「人間の洪水が…」

「向かいの家に爆弾が落ちて、もう火の火柱が屋根を突き抜けて上がっていた」。夜の闇を切り裂く火柱が、向かいの家の中を隅々まで照らし出し、狭い路地を人々が逃げ惑う姿が見えたといいます。野田さんは近くの雑木林にあるほら穴へ向かおうとしました。しかし、高台になっていたそこから見えたのは、絶望的な光景でした。

「もう見渡す限り、もう180度火の海…それがどんどん、どんどん自分に押し寄せてくる感じだった」。自分の立っている場所以外、すべてが炎に包まれていく。子供心に「ああ、もう逃げ場がないな」と直感したといいます。

ここにいては危ないと自宅に引き返すと、母と姉が鴨江観音近くにある防空壕へ向かうところでした。
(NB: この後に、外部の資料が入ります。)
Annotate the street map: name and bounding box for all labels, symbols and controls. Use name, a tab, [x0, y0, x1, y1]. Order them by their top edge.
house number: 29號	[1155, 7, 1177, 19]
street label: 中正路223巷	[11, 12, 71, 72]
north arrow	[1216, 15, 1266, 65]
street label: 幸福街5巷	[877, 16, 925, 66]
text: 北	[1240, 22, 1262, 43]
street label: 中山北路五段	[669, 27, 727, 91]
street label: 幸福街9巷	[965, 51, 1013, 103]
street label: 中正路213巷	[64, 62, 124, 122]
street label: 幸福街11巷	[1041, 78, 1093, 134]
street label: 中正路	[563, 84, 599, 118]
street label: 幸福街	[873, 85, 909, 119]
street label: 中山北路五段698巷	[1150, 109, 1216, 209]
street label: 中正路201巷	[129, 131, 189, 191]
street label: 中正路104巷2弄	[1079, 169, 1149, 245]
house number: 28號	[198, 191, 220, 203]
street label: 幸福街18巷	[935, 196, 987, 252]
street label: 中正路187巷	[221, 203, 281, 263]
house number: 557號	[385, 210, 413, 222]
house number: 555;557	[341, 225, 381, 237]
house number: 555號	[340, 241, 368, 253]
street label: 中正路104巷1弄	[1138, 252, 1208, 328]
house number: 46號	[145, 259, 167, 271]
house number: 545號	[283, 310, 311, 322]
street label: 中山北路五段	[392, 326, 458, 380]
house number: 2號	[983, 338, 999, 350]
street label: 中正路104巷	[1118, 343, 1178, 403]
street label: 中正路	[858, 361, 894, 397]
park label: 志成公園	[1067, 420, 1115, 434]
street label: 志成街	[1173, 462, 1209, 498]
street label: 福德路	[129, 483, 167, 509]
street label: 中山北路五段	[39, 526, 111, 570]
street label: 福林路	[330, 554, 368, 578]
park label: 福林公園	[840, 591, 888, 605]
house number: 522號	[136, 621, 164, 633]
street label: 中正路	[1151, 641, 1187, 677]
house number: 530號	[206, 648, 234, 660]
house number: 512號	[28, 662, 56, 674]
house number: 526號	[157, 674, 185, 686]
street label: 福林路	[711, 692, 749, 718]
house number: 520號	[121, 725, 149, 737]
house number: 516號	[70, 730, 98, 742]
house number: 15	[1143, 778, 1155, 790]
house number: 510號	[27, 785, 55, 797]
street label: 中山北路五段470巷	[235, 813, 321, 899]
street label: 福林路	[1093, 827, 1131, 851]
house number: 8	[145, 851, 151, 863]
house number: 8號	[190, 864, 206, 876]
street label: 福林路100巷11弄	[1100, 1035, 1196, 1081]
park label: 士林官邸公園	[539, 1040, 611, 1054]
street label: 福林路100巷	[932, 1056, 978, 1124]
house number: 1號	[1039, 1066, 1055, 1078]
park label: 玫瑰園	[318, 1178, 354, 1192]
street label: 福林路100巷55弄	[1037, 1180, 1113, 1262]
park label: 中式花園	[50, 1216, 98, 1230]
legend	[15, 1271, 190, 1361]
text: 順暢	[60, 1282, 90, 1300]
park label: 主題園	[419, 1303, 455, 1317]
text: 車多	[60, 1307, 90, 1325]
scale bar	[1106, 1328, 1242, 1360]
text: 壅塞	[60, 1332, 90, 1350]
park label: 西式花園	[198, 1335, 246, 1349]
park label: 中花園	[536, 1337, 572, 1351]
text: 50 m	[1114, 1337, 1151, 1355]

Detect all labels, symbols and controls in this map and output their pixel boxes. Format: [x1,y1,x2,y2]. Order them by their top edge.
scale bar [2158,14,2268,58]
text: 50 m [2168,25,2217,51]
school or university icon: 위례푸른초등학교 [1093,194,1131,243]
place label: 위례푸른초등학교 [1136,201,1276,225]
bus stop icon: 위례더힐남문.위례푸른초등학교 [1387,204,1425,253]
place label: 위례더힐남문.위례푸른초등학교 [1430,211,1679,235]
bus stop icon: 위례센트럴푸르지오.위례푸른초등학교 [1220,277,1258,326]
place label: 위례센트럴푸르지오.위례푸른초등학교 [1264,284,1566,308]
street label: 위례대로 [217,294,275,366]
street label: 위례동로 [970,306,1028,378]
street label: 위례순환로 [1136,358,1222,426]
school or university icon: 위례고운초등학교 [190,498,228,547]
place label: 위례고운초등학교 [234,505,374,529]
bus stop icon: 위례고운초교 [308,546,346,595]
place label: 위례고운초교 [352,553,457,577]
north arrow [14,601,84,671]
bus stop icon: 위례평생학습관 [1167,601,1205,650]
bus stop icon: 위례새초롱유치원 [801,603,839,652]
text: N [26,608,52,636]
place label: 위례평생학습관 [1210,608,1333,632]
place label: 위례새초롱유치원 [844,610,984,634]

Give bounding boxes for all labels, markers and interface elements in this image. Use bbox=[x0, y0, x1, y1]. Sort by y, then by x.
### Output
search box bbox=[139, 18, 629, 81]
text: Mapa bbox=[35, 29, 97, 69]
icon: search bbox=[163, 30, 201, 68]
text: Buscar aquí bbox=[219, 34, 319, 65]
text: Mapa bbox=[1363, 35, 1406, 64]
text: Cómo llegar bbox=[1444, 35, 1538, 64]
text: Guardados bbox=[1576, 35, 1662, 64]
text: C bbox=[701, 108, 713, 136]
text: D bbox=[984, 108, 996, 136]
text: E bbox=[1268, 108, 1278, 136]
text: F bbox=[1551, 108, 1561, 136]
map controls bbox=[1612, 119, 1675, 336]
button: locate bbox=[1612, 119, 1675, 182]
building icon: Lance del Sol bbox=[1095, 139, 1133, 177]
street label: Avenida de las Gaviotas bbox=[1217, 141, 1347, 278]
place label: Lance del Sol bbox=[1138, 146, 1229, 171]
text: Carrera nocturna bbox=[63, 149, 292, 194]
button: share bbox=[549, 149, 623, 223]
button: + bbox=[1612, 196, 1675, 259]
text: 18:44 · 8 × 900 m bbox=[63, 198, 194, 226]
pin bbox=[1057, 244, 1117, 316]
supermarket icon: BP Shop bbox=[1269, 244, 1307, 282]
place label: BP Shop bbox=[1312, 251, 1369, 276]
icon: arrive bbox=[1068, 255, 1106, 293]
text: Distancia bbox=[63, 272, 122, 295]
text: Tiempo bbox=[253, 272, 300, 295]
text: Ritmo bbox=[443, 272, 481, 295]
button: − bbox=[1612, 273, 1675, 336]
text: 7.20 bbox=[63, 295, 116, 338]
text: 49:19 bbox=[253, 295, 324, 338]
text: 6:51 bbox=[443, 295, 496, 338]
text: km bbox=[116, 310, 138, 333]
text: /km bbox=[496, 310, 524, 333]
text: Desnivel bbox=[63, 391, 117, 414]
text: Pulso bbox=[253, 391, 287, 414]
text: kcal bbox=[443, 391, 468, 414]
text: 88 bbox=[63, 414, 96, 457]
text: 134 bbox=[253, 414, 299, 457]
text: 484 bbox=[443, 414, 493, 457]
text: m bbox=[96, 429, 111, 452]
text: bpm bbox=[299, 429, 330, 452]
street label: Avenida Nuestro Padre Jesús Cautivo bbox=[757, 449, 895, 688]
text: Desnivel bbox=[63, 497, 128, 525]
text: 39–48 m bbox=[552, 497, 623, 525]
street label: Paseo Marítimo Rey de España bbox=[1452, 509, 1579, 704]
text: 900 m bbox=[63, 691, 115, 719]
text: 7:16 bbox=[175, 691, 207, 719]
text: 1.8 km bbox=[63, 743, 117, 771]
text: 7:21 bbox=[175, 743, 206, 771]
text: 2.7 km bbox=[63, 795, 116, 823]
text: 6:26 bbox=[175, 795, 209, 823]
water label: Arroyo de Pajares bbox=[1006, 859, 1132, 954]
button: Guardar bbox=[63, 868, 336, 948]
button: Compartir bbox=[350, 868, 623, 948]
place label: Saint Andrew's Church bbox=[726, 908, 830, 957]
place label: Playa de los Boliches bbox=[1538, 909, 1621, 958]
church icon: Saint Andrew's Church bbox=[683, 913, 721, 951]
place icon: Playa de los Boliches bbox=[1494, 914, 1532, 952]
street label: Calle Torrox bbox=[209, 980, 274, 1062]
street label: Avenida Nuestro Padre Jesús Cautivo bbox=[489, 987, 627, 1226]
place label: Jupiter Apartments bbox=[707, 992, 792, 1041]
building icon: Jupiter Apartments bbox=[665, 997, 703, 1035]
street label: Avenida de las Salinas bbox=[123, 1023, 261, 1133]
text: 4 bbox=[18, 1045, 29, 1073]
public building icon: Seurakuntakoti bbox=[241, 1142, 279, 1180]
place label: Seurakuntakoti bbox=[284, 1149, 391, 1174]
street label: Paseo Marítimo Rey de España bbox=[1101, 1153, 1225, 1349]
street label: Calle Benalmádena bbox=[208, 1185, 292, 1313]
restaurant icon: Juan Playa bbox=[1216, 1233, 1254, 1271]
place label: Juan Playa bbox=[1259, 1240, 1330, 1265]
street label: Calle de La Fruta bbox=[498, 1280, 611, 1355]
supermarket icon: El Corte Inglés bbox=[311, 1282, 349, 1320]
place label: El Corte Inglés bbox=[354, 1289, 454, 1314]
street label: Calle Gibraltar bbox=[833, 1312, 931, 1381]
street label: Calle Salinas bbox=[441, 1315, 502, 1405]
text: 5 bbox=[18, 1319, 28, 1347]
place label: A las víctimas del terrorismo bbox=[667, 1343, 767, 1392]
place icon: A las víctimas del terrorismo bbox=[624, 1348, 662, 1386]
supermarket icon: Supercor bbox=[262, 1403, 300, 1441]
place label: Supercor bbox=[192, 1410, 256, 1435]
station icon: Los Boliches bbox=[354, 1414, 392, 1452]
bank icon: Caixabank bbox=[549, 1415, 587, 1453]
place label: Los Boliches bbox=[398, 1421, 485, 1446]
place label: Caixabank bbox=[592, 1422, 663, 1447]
命からがら壕にもぐり込みましたが、安堵も束の間、「壕の上に焼夷弾が落ちたぞ」という声が響きます。「こんな中にいたら焼け死んじゃう」。人々はパニックになり、我先にと外へ逃げ出します。

「ちょっと、待っていて。ちいちゃんを連れてくる」。野田さんの母親は、そう言い残し、足が不自由で避難が遅れていた知人の「ちいちゃん」を助けるため、人の波に逆らって壕の中へ戻っていったのです。野田さんは人の力に押されるまま、姉ともはぐれ、気づけば大通りへ。そこは、道幅いっぱいに人々がひしめき合う、まさに地獄絵図でした。

「人の洪水、人間の洪水がダーっと流れているようで。押されて、押されて、その中に吸い込まれた」。野田さんは逃げ惑う群衆に囲まれ、辺りは何も見えません。ただ、転ばないように、踏み潰されないように、前の人の足だけを頼りに無我夢中で、佐鳴湖の方向へと走りました。

どのぐらい逃げたでしょうか。突然、群衆が突然割れ、そこには、もんぺに火がついて、路上に倒れている女の子の姿が目に飛び込みました。男の人が慌てて火を叩いて消そうとしますが、熱気と風で炎はさらに燃え上がったといいます。わずか数秒の出来事でした。

「オレンジ色の火の粉が降り注ぎ、人がバタバタと倒れていく。私もあの火の海の中に吸い込まれていくのではないか」。立ち止まることのできない恐怖の中、野田さんは、ただ生きるために走り続けました。